Soziales Lernen wird ermöglicht und der Grundstein für das spätere, möglichst selbständige Leben gelegt! Je nach Schwere ist eine Begleitung des Menschen mit Autismus über eine jahrelange Zeitspanne notwendig.
Umgang mit Autismus im Alltag
So breit das Spektrum autistischer Verhaltensweisen und Charakteristika ist, so groß ist auch die Bandbreite möglicher Fördermöglichkeiten zu Hause. Kinder mit Autismus sind darauf angewiesen, dass Personen, ihr Umfeld, gewisse Abläufe im Alltag, und Tätigkeiten möglichst immer gleichbleiben, weil Änderungen für sie eine große Herausforderung darstellen. Sind Änderungen aber notwendig (und das dürfen sie auch sein!), dann ist es wichtig, dass die Kinder langsam darauf vorbereitet werden.

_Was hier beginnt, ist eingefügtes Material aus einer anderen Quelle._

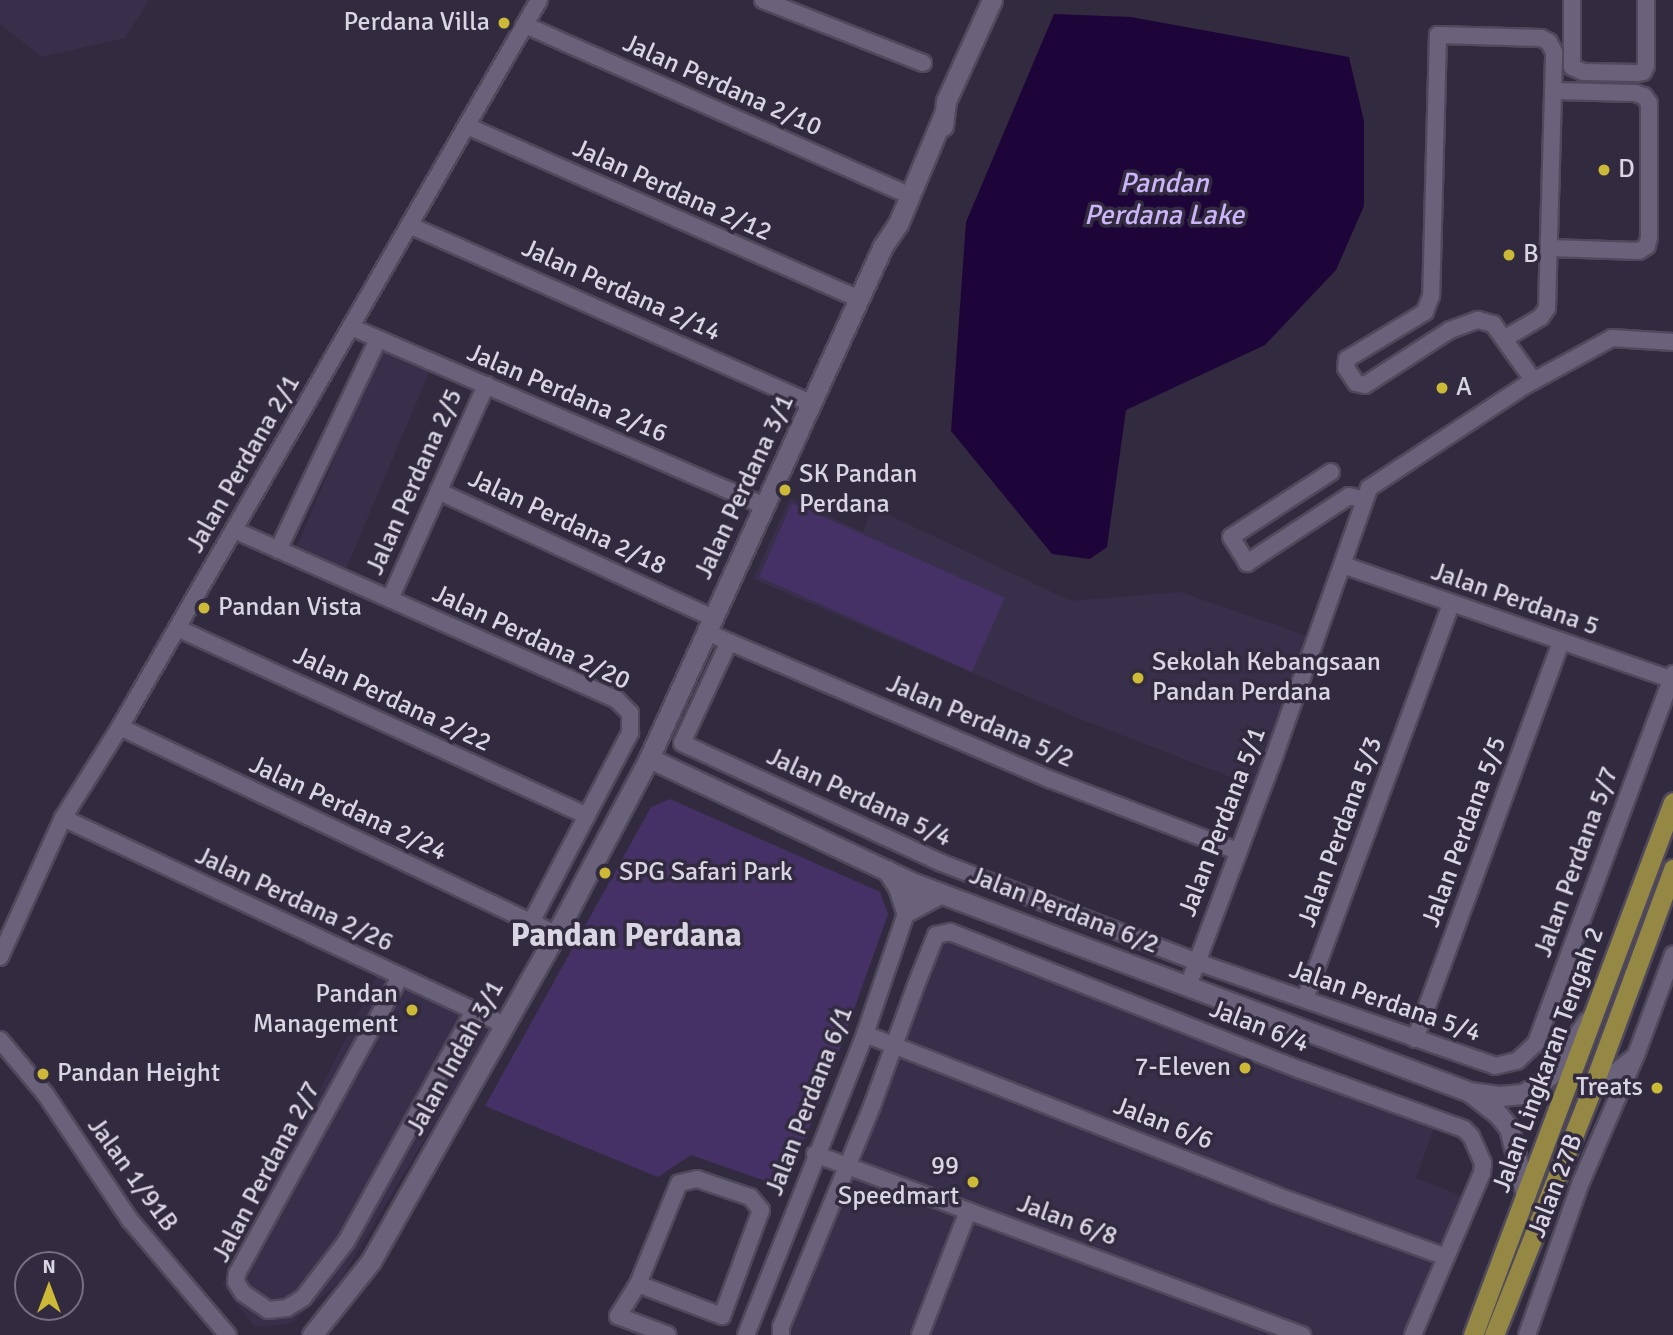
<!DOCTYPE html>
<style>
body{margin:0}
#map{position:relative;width:1673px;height:1335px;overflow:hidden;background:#322b3f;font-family:Signika,sans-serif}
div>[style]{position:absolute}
.built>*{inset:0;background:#382f4a;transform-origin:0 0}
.green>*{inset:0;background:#463167;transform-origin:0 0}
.water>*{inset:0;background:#1e0539}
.roads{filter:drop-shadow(2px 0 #4f495b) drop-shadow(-2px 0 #4f495b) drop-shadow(0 2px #4f495b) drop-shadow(0 -2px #4f495b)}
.minor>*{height:16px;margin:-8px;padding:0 8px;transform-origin:8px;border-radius:8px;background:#6a627a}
.tertiary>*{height:19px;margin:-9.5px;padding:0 9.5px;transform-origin:9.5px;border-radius:9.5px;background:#6a627a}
.trunk>*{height:19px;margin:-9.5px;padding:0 9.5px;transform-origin:9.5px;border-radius:9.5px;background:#948844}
.dots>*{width:19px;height:19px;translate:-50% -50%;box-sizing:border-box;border:4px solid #322b3f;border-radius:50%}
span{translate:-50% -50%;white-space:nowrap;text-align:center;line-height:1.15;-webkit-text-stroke:7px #322b3f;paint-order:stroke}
.poi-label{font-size:26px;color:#d9d5e3}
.right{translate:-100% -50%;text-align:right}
.left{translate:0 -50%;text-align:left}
.street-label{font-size:26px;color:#d9d5e3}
.water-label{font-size:28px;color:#cbb4f9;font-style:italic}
.district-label{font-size:33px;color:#d9d5e3;font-weight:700}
.north{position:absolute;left:14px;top:1251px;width:70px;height:70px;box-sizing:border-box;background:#322b3f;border:2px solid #756f81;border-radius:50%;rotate:0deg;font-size:19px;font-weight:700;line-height:28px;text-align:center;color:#d9d5e3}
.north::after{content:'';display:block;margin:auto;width:24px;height:32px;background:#ccb938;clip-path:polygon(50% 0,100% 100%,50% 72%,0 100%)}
</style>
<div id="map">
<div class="built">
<i style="clip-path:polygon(0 0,149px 0,125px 38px,42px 57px,0 24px)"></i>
<i style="left:381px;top:348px;width:54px;height:221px;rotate:23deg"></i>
<i style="clip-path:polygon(790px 498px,863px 532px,872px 507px,1071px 601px,1181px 592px,1307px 636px,1254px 786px,1080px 719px,753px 579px)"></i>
<i style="clip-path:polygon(949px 937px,1436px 1123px,1416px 1178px,1465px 1197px,1410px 1335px,786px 1335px,940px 939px)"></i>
<i style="clip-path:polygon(378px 974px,491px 1028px,340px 1281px,290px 1324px,255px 1327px,222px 1285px)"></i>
</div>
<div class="green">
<i style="left:792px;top:503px;width:233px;height:81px;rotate:24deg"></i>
<i style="clip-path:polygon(670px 799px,880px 892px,888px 914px,822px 1099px,783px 1187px,691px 1155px,658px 1177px,485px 1106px,651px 807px)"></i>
</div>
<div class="water">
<i style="clip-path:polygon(1054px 14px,1131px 17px,1349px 57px,1364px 121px,1364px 206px,1336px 270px,1265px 345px,1126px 410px,1107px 547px,1090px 559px,1052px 554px,951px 431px,966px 222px)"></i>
</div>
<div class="roads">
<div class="minor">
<i style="left:763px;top:0;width:172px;rotate:21.5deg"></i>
<i style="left:1572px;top:0;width:67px;rotate:90deg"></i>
<i style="left:1572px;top:67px;width:12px;rotate:24deg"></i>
<i style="left:1583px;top:72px;width:54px;rotate:1.1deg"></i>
<i style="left:1637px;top:73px;width:6px;rotate:-9deg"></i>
<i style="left:1643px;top:72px;width:7px;rotate:-63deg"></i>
<i style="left:1646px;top:66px;width:66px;rotate:-90deg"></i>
<i style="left:525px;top:25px;width:410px;rotate:23.9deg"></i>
<i style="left:467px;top:126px;width:428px;rotate:23.8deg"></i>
<i style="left:409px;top:225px;width:442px;rotate:23.9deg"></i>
<i style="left:1550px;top:248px;width:89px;rotate:1.9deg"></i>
<i style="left:1639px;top:251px;width:9px;rotate:-32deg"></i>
<i style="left:1647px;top:246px;width:9px;rotate:-77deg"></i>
<i style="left:1649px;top:237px;width:134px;rotate:-90deg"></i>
<i style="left:1649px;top:103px;width:9px;rotate:-126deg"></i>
<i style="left:1644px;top:96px;width:9px;rotate:-162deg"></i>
<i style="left:1635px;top:93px;width:80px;rotate:-178.6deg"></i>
<i style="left:351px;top:327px;width:450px;rotate:23.4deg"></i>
<i style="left:1504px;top:339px;width:43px;rotate:-30.7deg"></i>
<i style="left:1541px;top:317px;width:11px;rotate:-56deg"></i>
<i style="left:1547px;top:308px;width:256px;rotate:-88.4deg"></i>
<i style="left:1554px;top:52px;width:11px;rotate:-117deg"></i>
<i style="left:1549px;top:42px;width:9px;rotate:-153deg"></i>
<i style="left:1541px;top:38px;width:103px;rotate:-178.3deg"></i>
<i style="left:1438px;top:35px;width:261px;rotate:91.5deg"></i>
<i style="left:1431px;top:296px;width:17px;rotate:111deg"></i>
<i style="left:1425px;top:312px;width:91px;rotate:148.9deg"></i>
<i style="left:1347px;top:359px;width:9px;rotate:96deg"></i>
<i style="left:1346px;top:368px;width:18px;rotate:56deg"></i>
<i style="left:1356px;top:383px;width:9px;rotate:13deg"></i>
<i style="left:1365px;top:385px;width:101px;rotate:-32.9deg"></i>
<i style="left:1450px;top:330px;width:30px;rotate:-20deg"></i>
<i style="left:1478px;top:320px;width:16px;rotate:15deg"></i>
<i style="left:1493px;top:324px;width:70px;rotate:54.3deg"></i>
<i style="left:1331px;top:472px;width:119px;rotate:147deg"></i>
<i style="left:1231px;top:537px;width:31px;rotate:58deg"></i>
<i style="left:1247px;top:563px;width:122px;rotate:-33.3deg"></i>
<i style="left:1349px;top:496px;width:16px;rotate:14deg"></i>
<i style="left:438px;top:491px;width:303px;rotate:24.8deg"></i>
<i style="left:234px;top:530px;width:418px;rotate:23.9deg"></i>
<i style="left:616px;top:699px;width:20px;rotate:45deg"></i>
<i style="left:630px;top:713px;width:20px;rotate:90deg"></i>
<i style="left:630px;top:733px;width:213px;rotate:117.6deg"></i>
<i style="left:278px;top:550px;width:233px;rotate:-64.6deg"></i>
<i style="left:1343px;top:565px;width:347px;rotate:19.2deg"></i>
<i style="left:390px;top:599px;width:235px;rotate:-65.8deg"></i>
<i style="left:177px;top:628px;width:451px;rotate:24.6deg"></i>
<i style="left:706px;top:632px;width:376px;rotate:23.2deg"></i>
<i style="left:1052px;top:780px;width:198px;rotate:21deg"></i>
<i style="left:729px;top:642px;width:111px;rotate:115deg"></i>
<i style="left:682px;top:743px;width:286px;rotate:24.8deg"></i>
<i style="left:942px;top:863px;width:274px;rotate:21.2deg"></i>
<i style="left:1197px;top:962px;width:316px;rotate:19.2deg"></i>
<i style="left:1495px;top:1066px;width:23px;rotate:-13deg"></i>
<i style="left:1517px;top:1061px;width:26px;rotate:-43deg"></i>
<i style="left:1536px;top:1043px;width:394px;rotate:-69.6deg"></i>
<i style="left:120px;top:727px;width:483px;rotate:25.4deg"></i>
<i style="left:63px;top:818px;width:488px;rotate:25.1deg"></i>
<i style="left:0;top:957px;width:153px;rotate:-65.6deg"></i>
<i style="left:63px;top:818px;width:107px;rotate:-57.9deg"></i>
<i style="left:120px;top:727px;width:839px;rotate:-60.04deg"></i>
<i style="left:400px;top:977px;width:338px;rotate:118.8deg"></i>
<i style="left:237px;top:1273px;width:9px;rotate:96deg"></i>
<i style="left:236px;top:1282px;width:13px;rotate:58deg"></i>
<i style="left:243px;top:1293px;width:30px;rotate:34deg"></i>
<i style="left:268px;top:1310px;width:19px;rotate:-6deg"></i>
<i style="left:287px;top:1308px;width:19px;rotate:-32deg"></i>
<i style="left:303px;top:1298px;width:71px;rotate:-52.5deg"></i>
<i style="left:346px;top:1242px;width:264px;rotate:-61deg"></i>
<i style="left:1188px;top:986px;width:248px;rotate:-69.4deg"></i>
<i style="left:1275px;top:754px;width:282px;rotate:-70.5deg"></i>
<i style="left:1369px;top:488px;width:188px;rotate:-33.3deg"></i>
<i style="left:1526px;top:385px;width:98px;rotate:-28.7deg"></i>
<i style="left:1612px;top:338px;width:61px;rotate:3.8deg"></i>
<i style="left:1305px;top:999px;width:421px;rotate:-69.7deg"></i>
<i style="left:865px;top:1034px;width:440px;rotate:21.4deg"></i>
<i style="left:1275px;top:1195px;width:182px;rotate:19.9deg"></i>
<i style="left:1415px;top:1039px;width:423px;rotate:-69.8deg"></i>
<i style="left:0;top:1040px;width:72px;rotate:50.1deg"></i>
<i style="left:46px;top:1095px;width:151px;rotate:56.1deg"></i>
<i style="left:130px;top:1220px;width:151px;rotate:49.6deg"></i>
<i style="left:1591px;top:1091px;width:55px;rotate:-38.3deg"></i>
<i style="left:815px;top:1154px;width:520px;rotate:20.39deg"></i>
<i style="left:638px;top:1284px;width:90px;rotate:20.9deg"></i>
<i style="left:722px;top:1316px;width:113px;rotate:-69.8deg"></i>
<i style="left:761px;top:1210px;width:17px;rotate:-130deg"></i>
<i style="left:750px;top:1197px;width:56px;rotate:-161.2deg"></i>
<i style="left:697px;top:1179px;width:18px;rotate:167deg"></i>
<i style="left:679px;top:1183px;width:109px;rotate:112.1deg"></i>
<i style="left:638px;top:1284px;width:38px;rotate:122deg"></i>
<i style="left:618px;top:1316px;width:53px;rotate:20.8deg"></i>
<i style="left:746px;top:1335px;width:324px;rotate:-68.4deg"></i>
<i style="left:865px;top:1034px;width:158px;rotate:-71.2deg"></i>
<i style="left:781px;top:1335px;width:8px;rotate:-90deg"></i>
<i style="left:781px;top:1327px;width:239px;rotate:-67.6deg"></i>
<i style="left:872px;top:1106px;width:129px;rotate:-70deg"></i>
<i style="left:916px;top:985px;width:54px;rotate:-68.2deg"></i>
<i style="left:936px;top:935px;width:14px;rotate:-12deg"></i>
<i style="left:950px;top:932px;width:377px;rotate:21.5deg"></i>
<i style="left:1301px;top:1070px;width:173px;rotate:19.9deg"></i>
<i style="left:1464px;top:1129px;width:10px;rotate:45deg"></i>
<i style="left:1471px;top:1136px;width:30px;rotate:66deg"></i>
<i style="left:1483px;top:1163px;width:10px;rotate:96deg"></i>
<i style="left:1482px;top:1173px;width:176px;rotate:113.1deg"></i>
<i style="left:920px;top:1335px;width:133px;rotate:-68.8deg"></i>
<i style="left:1527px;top:1335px;width:162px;rotate:-70.6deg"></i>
<i style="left:1581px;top:1182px;width:138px;rotate:-66.6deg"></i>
<i style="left:1636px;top:1055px;width:107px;rotate:-69.7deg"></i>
</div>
<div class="tertiary">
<i style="left:943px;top:126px;width:25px;rotate:-83deg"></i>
<i style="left:946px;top:101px;width:111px;rotate:-65.5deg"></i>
<i style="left:649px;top:758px;width:295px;rotate:25.3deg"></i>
<i style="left:916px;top:884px;width:592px;rotate:20.58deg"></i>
<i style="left:1470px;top:1092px;width:30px;rotate:8deg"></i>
<i style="left:1500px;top:1096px;width:22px;rotate:-5deg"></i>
<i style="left:1522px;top:1094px;width:18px;rotate:-27deg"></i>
<i style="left:1538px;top:1086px;width:16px;rotate:-43deg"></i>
<i style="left:1550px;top:1075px;width:65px;rotate:-55.1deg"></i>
<i style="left:887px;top:870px;width:20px;rotate:57deg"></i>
<i style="left:898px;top:887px;width:26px;rotate:72deg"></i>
<i style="left:906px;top:912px;width:40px;rotate:-28deg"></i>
<i style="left:1471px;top:1093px;width:34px;rotate:38deg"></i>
<i style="left:1498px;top:1114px;width:18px;rotate:52deg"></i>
<i style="left:1509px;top:1128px;width:69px;rotate:75.8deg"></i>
<i style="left:312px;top:1335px;width:95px;rotate:-51.4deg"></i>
<i style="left:371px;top:1261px;width:376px;rotate:-60.5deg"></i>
<i style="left:556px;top:934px;width:199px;rotate:-62.1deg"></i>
<i style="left:649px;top:758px;width:563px;rotate:-65.44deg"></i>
<i style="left:883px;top:246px;width:27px;rotate:-56deg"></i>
<i style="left:898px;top:224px;width:119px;rotate:-67.3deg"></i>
</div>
<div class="trunk">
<i style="left:1473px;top:1335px;width:569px;rotate:-69.43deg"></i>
<i style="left:1494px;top:1335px;width:263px;rotate:-68.3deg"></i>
<i style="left:1591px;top:1091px;width:237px;rotate:-69.7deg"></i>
</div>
</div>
<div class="dots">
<i style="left:504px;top:23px;background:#ccb938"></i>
<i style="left:1604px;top:170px;background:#ccb938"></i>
<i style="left:1509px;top:255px;background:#ccb938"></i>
<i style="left:1442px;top:388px;background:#ccb938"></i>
<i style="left:785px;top:490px;background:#ccb938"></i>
<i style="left:204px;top:608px;background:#ccb938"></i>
<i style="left:1138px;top:678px;background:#ccb938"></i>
<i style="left:605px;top:873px;background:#ccb938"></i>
<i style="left:412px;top:1010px;background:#ccb938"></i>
<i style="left:1245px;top:1068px;background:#ccb938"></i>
<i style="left:43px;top:1074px;background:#ccb938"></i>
<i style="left:1657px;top:1088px;background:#ccb938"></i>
<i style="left:973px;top:1182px;background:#ccb938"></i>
</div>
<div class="poi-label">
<span class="right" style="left:490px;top:23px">Perdana Villa</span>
<span class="left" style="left:1618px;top:170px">D</span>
<span class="left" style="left:1523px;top:255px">B</span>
<span class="left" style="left:1456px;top:388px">A</span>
<span class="left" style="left:799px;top:490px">SK Pandan<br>Perdana</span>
<span class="left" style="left:218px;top:608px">Pandan Vista</span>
<span class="left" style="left:1152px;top:678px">Sekolah Kebangsaan<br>Pandan Perdana</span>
<span class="left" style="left:619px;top:873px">SPG Safari Park</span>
<span class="right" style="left:398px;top:1010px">Pandan<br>Management</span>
<span class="right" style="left:1231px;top:1068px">7-Eleven</span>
<span class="left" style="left:57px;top:1074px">Pandan Height</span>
<span class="right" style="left:1643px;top:1088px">Treats</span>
<span class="right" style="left:959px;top:1182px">99<br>Speedmart</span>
</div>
<div class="street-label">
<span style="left:722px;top:86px;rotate:24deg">Jalan Perdana 2/10</span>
<span style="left:672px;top:191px;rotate:24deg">Jalan Perdana 2/12</span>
<span style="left:621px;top:291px;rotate:24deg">Jalan Perdana 2/14</span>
<span style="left:567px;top:394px;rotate:23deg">Jalan Perdana 2/16</span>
<span style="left:244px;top:464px;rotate:-60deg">Jalan Perdana 2/1</span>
<span style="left:415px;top:482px;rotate:-66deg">Jalan Perdana 2/5</span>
<span style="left:745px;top:487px;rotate:-65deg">Jalan Perdana 3/1</span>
<span style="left:567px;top:523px;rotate:25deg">Jalan Perdana 2/18</span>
<span style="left:1515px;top:600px;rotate:19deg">Jalan Perdana 5</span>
<span style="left:531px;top:638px;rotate:25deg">Jalan Perdana 2/20</span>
<span style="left:392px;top:700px;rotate:25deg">Jalan Perdana 2/22</span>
<span style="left:980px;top:722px;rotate:23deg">Jalan Perdana 5/2</span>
<span style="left:859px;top:798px;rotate:25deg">Jalan Perdana 5/4</span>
<span style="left:348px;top:809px;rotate:25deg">Jalan Perdana 2/24</span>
<span style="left:1223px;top:822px;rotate:-69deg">Jalan Perdana 5/1</span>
<span style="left:1341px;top:832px;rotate:-70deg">Jalan Perdana 5/3</span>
<span style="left:1465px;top:832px;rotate:-70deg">Jalan Perdana 5/5</span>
<span style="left:1577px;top:862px;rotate:-70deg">Jalan Perdana 5/7</span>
<span style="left:294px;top:900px;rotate:25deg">Jalan Perdana 2/26</span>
<span style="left:1064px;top:911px;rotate:21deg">Jalan Perdana 6/2</span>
<span style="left:1385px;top:1002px;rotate:19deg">Jalan Perdana 5/4</span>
<span style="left:1259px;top:1027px;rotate:21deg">Jalan 6/4</span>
<span style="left:456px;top:1058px;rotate:-61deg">Jalan Indah 3/1</span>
<span style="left:1549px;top:1060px;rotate:-70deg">Jalan Lingkaran Tengah 2</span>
<span style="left:810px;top:1101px;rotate:-69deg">Jalan Perdana 6/1</span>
<span style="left:1163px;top:1124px;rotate:21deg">Jalan 6/6</span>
<span style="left:267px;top:1172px;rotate:-62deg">Jalan Perdana 2/7</span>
<span style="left:132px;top:1175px;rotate:54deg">Jalan 1/91B</span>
<span style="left:1556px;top:1186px;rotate:-69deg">Jalan 27B</span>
<span style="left:1067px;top:1221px;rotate:20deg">Jalan 6/8</span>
</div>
<div class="water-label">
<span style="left:1164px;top:199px">Pandan<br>Perdana Lake</span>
</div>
<div class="district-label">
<span style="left:626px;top:936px">Pandan Perdana</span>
</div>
<div class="north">N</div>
</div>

Wenn Kinder selber kaum sprechen oder Sprache nicht verstehen, dann können Bilder von Handlungen, Reihenfolgen, Abläufen oder wichtigen Verhaltensregeln eine große Hilfe darstellen, denn bei den meisten Menschen mit Autismus ist der Sehsinn sehr gut ausgeprägt. Je einfacher und eindeutiger diese Bilder sind, desto mehr können diese Bilder von den Kindern „gelesen“, also verstanden werden. Aber Achtung!
Ähnlich verhält es sich bei der verbalen Sprache: Lange Sätze werden vom Kind nicht richtig verstanden, weil die Verarbeitung des Gehörten länger braucht und die Merkfähigkeit von gehörten Reizen reduziert ist. Je mehr Sie in kurzen Sätzen aber mit hervorgehobener Stimme mit Ihrem Kind reden, desto besser wird es Sie wahrnehmen, verstehen und vielleicht auch Dinge ausführen können.
Untrennbar damit verbunden ist der Blickkontakt, der die Basis jeder Kommunikation ist. Eltern berichten, dass Kinder mit Autismus in bestimmten Situationen oft unerwartet mit Widerstand, Schreien oder selbstverletzendem Verhalten reagieren. Hier ist ein Hinterfragen möglicher Ursachen oft Goldes wert. Die bereits genannten „Überreizungen“ des Alltags sind oft Auslöser für Schreien und Widerstand.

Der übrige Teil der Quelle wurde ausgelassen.